CUATRO “La obra es la memoria”, postuló Tennessee Williams. Y Rodríguez ya comienza a olvidarse partes de dos libros que leyó hace poco y que, mientras pasaba sus páginas le parecieron inolvidables. Dos recientes y muy distintas novelas en lo que hace a sus tramas (pero inevitablemente parecidas en lo que hace a la mecánica que las pone en movimiento) y que se apoyan y son empujadas por este tira y afloja entre lo que pasó y lo que pudo haber pasado. Y –acaso lo más importante y revelador de todo– entre lo que debió haber sucedido. Deshacer memoria es la cuestión, sí.

En una de ellas, El gigante enterrado, Kazuo Ishiguro propone reinterpretación de la leyenda post-arturiana con ogros y castillos y monjes y barqueros que te cruzan a la isla de los muertos y, sí, un espeso manto de niebla exhalada por el dragón Querig y que ha borrado buena parte de las reminiscencias de los habitantes de un aldea inolvidable. Todo puede leerse como si Samuel Beckett hubiese sido contratado como guionista para Juego de tronos. 

En la otra, El Domingo de las Madres, Graham Swift recuenta un 30 de marzo de 1924 y a la sirvienta Jane Fairchild sabiendo que jamás olvidará ese día en el que todo cambiará para siempre. Y a Jane le quedarán dos opciones: intentar que todo lo sucedido se confunda en la neblina de los años transcurridos o convertirse en escritora de éxito. Y reescribirlo. Optará, por suerte, por lo segundo. 

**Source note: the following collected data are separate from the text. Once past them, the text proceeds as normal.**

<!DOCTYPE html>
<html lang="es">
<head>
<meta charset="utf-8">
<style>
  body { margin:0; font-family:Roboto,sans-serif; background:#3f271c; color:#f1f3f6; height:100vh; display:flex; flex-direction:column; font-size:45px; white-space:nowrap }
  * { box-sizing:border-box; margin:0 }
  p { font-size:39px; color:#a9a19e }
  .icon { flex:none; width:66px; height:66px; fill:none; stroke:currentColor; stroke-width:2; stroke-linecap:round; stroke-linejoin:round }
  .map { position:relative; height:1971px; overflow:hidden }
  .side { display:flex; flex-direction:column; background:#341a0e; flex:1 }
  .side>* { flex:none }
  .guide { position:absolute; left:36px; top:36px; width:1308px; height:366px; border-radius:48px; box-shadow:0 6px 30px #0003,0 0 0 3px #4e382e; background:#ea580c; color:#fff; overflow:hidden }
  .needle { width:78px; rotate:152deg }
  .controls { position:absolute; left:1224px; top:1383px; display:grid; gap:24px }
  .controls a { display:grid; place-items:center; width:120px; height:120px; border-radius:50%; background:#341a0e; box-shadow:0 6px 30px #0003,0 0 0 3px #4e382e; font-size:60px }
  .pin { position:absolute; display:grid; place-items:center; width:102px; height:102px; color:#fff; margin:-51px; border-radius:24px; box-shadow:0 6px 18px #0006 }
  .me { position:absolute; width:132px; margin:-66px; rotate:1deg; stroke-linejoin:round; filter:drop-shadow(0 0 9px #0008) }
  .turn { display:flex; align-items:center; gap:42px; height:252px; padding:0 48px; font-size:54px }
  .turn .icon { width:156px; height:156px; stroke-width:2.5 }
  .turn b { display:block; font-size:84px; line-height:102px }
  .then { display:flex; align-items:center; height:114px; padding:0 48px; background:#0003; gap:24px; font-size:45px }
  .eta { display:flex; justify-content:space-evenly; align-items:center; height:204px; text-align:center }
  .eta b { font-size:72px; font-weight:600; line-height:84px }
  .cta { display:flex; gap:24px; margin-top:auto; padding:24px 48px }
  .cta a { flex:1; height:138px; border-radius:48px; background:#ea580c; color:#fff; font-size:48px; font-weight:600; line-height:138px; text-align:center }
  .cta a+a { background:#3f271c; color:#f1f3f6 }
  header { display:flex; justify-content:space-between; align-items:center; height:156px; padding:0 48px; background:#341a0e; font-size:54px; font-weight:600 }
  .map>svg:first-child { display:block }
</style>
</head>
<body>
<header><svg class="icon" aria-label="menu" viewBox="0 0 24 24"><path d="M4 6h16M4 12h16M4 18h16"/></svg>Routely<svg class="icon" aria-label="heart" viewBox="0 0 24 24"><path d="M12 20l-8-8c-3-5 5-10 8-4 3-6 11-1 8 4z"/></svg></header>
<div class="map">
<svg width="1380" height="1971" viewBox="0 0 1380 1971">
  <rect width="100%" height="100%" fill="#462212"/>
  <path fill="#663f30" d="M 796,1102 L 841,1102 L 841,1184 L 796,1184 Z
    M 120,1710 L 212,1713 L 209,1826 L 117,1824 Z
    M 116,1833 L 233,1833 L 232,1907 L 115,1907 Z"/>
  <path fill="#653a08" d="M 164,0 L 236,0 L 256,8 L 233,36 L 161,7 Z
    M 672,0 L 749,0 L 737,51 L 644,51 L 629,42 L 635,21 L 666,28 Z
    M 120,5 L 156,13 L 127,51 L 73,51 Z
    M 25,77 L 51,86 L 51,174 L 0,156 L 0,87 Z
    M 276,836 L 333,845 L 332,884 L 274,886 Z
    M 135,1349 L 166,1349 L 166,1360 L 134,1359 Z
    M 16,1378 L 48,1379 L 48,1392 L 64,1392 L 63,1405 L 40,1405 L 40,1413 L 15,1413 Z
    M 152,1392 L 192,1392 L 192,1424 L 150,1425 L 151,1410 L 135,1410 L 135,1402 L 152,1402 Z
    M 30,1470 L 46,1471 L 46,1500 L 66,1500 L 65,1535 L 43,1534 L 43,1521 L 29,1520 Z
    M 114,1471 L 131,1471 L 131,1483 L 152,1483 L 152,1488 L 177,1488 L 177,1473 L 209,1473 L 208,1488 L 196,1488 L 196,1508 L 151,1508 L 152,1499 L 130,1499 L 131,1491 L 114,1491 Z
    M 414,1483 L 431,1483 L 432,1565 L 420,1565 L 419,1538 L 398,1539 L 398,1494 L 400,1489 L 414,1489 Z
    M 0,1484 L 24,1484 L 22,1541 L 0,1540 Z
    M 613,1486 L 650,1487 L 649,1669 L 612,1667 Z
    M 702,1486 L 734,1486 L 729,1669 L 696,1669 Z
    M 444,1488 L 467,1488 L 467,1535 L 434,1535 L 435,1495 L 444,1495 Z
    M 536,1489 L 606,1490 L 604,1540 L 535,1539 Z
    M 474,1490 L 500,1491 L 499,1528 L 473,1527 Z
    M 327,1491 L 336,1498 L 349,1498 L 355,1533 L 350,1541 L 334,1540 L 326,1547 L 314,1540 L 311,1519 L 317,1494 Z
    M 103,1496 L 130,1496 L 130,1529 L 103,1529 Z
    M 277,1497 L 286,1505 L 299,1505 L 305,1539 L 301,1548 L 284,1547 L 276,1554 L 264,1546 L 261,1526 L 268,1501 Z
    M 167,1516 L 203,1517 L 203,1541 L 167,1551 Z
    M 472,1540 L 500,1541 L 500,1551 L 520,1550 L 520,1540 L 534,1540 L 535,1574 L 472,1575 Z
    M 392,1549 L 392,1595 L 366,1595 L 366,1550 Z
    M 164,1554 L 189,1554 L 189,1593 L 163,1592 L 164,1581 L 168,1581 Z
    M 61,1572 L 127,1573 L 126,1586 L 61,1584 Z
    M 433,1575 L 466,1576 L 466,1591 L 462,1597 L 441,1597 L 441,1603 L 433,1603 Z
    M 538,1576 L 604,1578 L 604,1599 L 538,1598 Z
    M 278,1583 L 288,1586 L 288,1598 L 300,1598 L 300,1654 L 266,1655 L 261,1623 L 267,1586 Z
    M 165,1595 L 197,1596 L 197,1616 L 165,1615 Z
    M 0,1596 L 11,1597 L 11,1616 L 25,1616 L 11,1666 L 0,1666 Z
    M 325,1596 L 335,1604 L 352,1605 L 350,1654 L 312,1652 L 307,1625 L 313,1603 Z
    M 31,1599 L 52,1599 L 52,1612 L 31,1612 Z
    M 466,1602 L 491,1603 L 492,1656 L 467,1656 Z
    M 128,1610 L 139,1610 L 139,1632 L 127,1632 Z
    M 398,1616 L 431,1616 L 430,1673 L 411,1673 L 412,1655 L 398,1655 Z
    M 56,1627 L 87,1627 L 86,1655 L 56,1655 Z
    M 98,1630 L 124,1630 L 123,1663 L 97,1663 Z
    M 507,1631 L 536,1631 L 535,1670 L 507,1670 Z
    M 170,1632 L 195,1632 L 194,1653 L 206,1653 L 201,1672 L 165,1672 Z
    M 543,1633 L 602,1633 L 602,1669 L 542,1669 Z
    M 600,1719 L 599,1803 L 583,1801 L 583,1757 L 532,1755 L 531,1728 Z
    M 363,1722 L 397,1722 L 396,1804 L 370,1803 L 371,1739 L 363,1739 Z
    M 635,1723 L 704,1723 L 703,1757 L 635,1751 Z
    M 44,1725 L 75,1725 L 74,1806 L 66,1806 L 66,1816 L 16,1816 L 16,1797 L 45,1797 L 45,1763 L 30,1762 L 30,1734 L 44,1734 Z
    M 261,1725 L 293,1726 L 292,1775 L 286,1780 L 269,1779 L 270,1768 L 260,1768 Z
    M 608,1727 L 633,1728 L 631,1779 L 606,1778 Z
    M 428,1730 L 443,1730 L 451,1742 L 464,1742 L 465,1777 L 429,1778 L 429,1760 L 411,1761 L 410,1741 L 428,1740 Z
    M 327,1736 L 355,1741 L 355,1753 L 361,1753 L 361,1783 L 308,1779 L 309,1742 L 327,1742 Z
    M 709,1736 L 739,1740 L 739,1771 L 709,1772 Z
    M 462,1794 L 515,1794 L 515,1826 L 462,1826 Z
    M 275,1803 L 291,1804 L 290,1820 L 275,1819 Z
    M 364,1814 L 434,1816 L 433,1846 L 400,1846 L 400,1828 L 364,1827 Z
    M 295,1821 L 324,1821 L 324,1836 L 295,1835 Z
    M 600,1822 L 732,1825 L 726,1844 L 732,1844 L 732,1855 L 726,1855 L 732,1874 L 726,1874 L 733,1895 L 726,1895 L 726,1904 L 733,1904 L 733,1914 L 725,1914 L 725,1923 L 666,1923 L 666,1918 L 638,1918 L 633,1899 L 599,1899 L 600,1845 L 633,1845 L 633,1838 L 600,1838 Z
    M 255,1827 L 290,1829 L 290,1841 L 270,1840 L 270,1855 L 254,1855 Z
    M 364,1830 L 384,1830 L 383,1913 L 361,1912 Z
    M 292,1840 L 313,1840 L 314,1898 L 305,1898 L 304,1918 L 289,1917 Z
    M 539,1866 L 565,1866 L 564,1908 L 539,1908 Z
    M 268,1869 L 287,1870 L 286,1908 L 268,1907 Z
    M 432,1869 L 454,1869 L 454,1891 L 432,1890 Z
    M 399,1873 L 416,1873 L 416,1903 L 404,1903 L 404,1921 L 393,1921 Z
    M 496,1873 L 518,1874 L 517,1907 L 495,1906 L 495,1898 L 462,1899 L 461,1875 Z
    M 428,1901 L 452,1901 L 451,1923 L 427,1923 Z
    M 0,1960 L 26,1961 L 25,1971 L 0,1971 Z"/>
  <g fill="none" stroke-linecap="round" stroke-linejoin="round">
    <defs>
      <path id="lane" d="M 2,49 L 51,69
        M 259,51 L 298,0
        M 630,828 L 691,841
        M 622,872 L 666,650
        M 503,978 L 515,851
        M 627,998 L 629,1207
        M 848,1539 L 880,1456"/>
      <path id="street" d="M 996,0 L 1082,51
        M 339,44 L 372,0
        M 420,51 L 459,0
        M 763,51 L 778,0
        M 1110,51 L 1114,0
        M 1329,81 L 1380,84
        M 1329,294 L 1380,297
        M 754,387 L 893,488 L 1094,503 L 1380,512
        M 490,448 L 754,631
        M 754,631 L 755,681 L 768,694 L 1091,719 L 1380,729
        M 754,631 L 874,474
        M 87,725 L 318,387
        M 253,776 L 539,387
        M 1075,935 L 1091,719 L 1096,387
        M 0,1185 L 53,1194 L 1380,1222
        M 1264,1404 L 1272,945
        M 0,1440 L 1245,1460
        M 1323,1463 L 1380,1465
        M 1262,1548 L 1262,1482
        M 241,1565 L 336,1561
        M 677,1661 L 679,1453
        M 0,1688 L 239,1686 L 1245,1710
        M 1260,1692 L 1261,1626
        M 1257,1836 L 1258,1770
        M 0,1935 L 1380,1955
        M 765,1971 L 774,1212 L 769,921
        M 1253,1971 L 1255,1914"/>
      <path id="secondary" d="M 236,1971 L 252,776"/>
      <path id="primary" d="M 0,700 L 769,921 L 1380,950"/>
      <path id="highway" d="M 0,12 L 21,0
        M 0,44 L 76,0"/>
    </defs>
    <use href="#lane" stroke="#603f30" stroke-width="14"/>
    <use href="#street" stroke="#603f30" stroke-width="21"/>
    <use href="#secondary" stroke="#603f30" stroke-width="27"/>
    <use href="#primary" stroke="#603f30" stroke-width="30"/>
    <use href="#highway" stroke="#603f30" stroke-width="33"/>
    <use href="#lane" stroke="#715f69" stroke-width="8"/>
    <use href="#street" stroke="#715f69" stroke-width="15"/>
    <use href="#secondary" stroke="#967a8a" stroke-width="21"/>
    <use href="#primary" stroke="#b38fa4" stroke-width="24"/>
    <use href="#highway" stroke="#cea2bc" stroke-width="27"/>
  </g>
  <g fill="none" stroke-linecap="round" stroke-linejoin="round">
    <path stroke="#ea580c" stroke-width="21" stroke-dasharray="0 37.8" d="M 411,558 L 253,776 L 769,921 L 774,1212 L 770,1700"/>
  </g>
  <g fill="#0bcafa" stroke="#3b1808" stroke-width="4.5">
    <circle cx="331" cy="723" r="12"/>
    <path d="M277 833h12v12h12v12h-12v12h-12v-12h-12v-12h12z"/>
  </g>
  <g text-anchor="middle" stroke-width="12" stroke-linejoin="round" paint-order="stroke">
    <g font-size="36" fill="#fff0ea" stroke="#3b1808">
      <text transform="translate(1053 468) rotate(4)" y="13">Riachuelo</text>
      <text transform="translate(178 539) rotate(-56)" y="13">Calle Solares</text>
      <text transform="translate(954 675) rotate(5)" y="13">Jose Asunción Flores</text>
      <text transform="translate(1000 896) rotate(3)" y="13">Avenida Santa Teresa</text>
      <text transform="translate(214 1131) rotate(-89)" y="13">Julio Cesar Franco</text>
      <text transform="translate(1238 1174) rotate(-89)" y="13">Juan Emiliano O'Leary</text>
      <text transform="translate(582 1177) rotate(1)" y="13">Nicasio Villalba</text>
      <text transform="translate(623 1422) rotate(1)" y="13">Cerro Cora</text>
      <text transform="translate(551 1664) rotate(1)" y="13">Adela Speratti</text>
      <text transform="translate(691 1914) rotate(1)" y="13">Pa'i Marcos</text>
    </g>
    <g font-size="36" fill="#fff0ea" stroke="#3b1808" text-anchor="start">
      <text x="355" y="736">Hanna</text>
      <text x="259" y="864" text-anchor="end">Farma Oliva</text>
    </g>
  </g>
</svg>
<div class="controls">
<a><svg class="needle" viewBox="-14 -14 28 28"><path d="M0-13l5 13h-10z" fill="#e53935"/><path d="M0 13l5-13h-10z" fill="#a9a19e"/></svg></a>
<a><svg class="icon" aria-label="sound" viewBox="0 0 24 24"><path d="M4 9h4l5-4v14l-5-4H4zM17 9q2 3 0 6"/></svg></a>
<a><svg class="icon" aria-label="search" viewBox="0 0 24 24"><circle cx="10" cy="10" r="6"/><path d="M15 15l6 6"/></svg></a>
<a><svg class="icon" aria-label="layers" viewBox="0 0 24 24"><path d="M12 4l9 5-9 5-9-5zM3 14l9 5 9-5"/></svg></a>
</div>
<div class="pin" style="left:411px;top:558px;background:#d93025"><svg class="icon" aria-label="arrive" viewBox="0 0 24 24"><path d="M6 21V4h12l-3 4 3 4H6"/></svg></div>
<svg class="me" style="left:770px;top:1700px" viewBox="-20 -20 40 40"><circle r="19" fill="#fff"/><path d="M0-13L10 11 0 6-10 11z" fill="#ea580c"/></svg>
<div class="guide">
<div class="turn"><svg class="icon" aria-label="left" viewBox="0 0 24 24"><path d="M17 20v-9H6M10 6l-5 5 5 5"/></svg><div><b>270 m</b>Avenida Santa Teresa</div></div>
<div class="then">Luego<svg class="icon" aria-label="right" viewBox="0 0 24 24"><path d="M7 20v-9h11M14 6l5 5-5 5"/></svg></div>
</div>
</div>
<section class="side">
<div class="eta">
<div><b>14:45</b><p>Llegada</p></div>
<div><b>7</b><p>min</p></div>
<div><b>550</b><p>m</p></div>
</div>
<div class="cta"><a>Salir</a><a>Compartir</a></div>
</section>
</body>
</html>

El resto es el sonido de esa campanada de monasterio tenebroso o el de la campanita de tu amo y señor llamándote para que le sirvas el té, da igual. La clave está en cómo decidirás acordarte de olvidarlo o de nunca olvidarte de recordarlo para que después, enseguida, inolvidables, pervivan las buenas obras o sobrevivan las malas acciones.

Ahí delante, en el televisor, Rajoy declara ante el juez que “Si lo recuerdo perfectamente es que sucedió así”. De lo que se desprende que, si él no lo recuerda o dice no recordarlo, es que no sucedió. 

Afortunado Rajoy. 

Desafortunado Rodríguez: él ya recuerda que nunca podrá olvidar a Rajoy.